Search code examples
stringalgorithmlanguage-agnosticsubstringcycle

Find the dominant cyclic substring of a given string


I am looking for an algorithm to find the dominant cyclic substring of a given string.

A cyclic substring:

  • a substring which is repeated two or more times adjacently.
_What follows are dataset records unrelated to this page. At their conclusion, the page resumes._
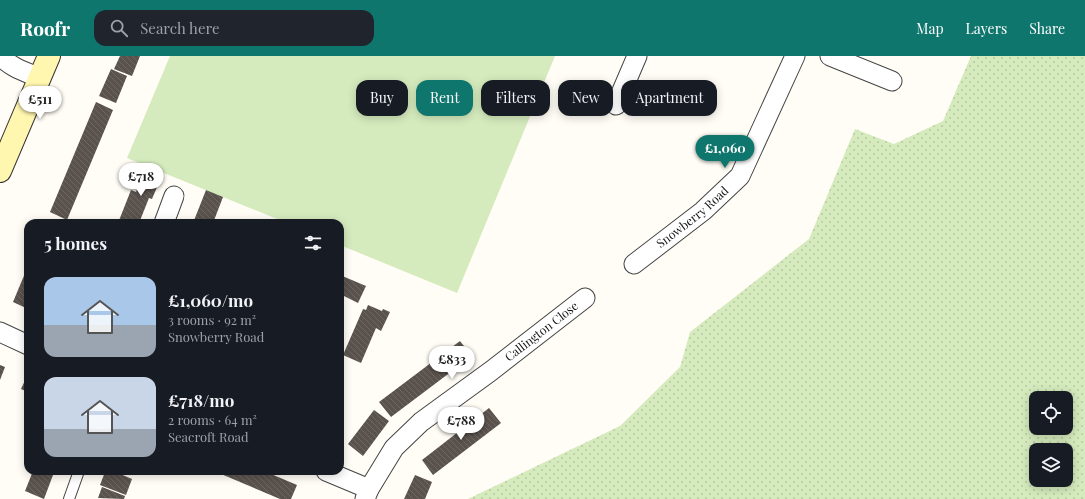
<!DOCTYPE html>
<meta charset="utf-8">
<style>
:root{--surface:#171b24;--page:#20242c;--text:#f1f3f6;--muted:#9ea1a6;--accent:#0f766e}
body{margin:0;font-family:"Playfair Display",serif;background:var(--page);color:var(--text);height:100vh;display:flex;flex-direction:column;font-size:15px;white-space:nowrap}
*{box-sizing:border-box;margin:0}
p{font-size:13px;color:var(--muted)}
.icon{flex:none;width:22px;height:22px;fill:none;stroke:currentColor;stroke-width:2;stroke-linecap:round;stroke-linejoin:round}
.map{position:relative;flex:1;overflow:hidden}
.details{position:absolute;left:24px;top:163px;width:320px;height:256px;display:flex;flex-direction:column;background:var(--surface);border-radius:12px;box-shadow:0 2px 10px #0003}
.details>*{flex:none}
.hud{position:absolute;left:356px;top:24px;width:380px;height:36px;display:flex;gap:8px}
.fabs{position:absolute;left:1029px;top:335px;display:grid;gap:8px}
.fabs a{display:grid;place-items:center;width:44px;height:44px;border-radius:8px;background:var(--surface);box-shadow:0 2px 10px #0003;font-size:20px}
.price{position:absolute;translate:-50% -34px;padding:0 9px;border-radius:14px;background:#fff;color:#222;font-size:13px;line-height:26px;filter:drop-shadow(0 1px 2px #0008)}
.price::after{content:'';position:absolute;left:50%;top:24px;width:12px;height:9px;margin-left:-6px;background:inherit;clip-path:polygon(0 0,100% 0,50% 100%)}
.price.active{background:var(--accent);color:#fff}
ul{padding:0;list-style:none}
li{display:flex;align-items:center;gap:12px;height:100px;padding:0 20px}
li span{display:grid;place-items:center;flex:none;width:112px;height:80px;border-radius:12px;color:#555}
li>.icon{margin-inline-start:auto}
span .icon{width:48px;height:48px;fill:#fffc;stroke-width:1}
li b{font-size:17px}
h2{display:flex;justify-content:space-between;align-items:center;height:48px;padding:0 20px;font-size:17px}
.pill{padding:0 14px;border-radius:12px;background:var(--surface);box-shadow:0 2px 10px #0003;font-size:14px;line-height:36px}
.pill.active{background:var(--accent);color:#fff}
header{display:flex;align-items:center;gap:24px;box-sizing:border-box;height:56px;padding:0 20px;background:var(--accent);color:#fff}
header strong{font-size:19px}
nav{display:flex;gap:22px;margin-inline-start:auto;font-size:14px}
.search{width:280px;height:36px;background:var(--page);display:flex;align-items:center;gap:10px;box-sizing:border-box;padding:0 14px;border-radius:12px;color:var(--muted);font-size:15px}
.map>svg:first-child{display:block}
.grass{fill:#d5ebbd}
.park{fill:url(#park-dots);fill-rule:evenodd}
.building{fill:url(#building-back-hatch)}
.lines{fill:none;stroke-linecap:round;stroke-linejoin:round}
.lane-casing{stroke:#444;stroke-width:12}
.street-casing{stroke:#444;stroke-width:21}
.secondary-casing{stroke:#333;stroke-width:24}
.lane{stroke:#fff;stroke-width:10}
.street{stroke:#fff;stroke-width:19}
.secondary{stroke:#fff6b0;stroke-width:22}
.labels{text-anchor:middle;stroke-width:4;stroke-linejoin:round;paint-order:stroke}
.street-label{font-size:12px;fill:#111;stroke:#fff}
</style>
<header>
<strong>Roofr</strong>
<div class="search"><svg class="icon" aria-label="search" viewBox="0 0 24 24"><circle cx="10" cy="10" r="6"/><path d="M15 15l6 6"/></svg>Search here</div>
<nav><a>Map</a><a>Layers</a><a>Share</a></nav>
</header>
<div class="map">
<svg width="1085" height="443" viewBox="0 0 1085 443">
<defs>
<pattern id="park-dots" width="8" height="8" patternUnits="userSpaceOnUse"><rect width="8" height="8" fill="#d5ebbd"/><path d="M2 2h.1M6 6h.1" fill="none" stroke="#b6c8a1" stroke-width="1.8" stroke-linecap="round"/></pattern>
<pattern id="building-back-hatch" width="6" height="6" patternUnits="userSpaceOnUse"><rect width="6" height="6" fill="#5a524d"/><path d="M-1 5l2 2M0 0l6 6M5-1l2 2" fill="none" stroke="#6d6662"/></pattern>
</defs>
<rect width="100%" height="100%" fill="#fffdf5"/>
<path class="grass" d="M170,0H555L457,237L340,189V167H287L127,102Z"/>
<path class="park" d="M971,0H1085V443H468L620,370L680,311L690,276L809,183L855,73L894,88L943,65ZM1036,342H1066V372H1036ZM1036,394H1066V424H1036Z"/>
<path class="building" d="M120,0H140L132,20L114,13Z
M111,13L127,20L116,47L99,40Z
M96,46L113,54L67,164L50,156Z
M146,110L163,117L152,143L149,142L139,167H118L131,134L136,136Z
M206,134L223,141L213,167H193Z
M28,210V253L13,246Z
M340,219L366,230L358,247L340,238Z
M368,249L382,255L383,253L390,256L381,275L376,272L361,307L343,299L363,253L366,254Z
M460,285L472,300L391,361L379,346Z
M0,309L5,311L0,324Z
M28,318V336L21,333Z
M489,352L501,367L433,419L422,404Z
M374,354L389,365L363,400L348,388Z
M33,415H42L53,419L44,443L25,435Z
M113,415L132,423L126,439L100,429L105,416L112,418Z
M214,415H264L297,429L291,443H280Z
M415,419L432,426L425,443H404Z
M102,431L125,440L124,443L98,442Z"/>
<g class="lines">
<g class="lane-casing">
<path id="lane" d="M69,443L79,415"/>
</g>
<g class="street-casing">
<g id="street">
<path d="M1,0C11,12 26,16 40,22"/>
<path d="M830,0L892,25"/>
<path d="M616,49L637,0"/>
<path d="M164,167L174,140"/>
<path id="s1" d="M634,208L703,155L740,120L795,0"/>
<path d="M0,276L28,289"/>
<path d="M326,415L369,433"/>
<path id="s2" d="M365,443L369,433L394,392L421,366L491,315L585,242"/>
</g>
</g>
<g class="secondary-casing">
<path id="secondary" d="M0,115L49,0"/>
</g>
<use href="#lane" class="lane"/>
<use href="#street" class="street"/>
<use href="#secondary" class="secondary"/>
</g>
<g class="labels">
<g class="street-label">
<text dy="4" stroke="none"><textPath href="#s1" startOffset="75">Snowberry Road</textPath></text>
<text dy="4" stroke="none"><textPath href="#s2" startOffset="247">Callington Close</textPath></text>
</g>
</g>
</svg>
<div class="fabs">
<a><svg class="icon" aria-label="locate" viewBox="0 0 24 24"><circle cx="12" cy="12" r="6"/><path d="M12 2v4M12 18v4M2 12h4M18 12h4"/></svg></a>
<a><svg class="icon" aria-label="layers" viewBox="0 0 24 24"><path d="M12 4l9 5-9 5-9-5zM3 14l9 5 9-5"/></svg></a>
</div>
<b class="price" style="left:40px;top:64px">£511</b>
<b class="price active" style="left:725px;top:113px">£1,060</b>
<b class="price" style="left:141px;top:141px">£718</b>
<b class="price" style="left:452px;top:324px">£833</b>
<b class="price" style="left:461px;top:385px">£788</b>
<div class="hud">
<a class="pill">Buy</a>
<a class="pill active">Rent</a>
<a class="pill">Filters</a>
<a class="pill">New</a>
<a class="pill">Apartment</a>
</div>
<section class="details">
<h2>5 homes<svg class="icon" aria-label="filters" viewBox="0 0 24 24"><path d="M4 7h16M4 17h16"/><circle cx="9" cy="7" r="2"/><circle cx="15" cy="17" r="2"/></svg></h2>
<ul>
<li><span style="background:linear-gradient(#a9c7e8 60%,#9aa5b1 0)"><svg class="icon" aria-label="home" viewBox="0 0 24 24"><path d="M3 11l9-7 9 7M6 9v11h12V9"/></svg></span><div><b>£1,060/mo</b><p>3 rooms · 92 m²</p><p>Snowberry Road</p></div></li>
<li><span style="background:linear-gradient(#c9d6e8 65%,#9aa5b1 0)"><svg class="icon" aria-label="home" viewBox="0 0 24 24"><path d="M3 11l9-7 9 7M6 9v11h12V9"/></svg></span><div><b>£718/mo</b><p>2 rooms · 64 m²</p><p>Seacroft Road</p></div></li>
</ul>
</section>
</div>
A dominant cyclic substring:

  • The substring which has the most adjacent repetitions is dominant
  • (adjacent repetitions occur an equal number of times)
    • the longest length substring is dominant
  • (on ties of length and adjacent repetitions)
    • the substring that appears first is dominant

Example 1:

  • prefixgarbagecyclecyclecyclecyclesufixgarbage
  • returns cycle:=> cycle is the most repeated adjacent substring

Example 2:

  • prefixgarbagecyclepadinggarbagecyclesufixgarbage
  • returns g:=> occurrences of cycle are not repeated adjacently, g repeats twice adjacently

Example 3:

  • prefixgarbagecyclecyclepadinggarbageprefixgarbage
  • returns cycle:=> cycle & g repeat twice adjacently but cycle is longer then g

Example 4:

  • prefixgarbagecyclecyclecycleroundroundroundprefixgarbage
  • returns cycle:=> cycle & round repeat thrice adjacently & same length but cycle appeared first

Exampe 5:

  • abcdefghijklmnopqrstuvqxyz
  • returns <empty string> because there is no repeated adjacent substring

What is the best approach for implementing this algorithm?


Solution

  • Cannot find anything better than this quadratic-time algorithm (implemented in Python):

    IREP, IPER, IPOS = 0, 1, 2
    
    def find_dominant(src):
      best = (0, 0, 0) # repetitions-1, period, position
    
      period = 0
      while period < len(src) // max(2, 1 + best[IREP]):
        period += 1
        length = 0
    
        for pos in range(len(src) - 1 - period, -1, -1):
          if src[pos] == src[pos + period]:
            length += 1
            repetitions = length // period
            if repetitions >= best[IREP]:
              best = (repetitions, period, pos)
          else:
            length = 0
    
      return best
    
    
    s = "prefixgarbagecyclecyclecyclecyclesufixgarbage"
    res = find_dominant(s)
    if res[0] == 0:
      print("nothing found")
    else:
      print(res[IREP] + 1, '*', s[res[IPOS]: res[IPOS] + res[IPER]])
    

    For each possible period scan the string and remember the longest periodic subsequence. Scan it backwards to check less conditions. Stop increasing period when no further improvement could be found.

    Time complexity is O(N2 / R), where R is the number of repetitions of dominant substring. Space complexity is O(1).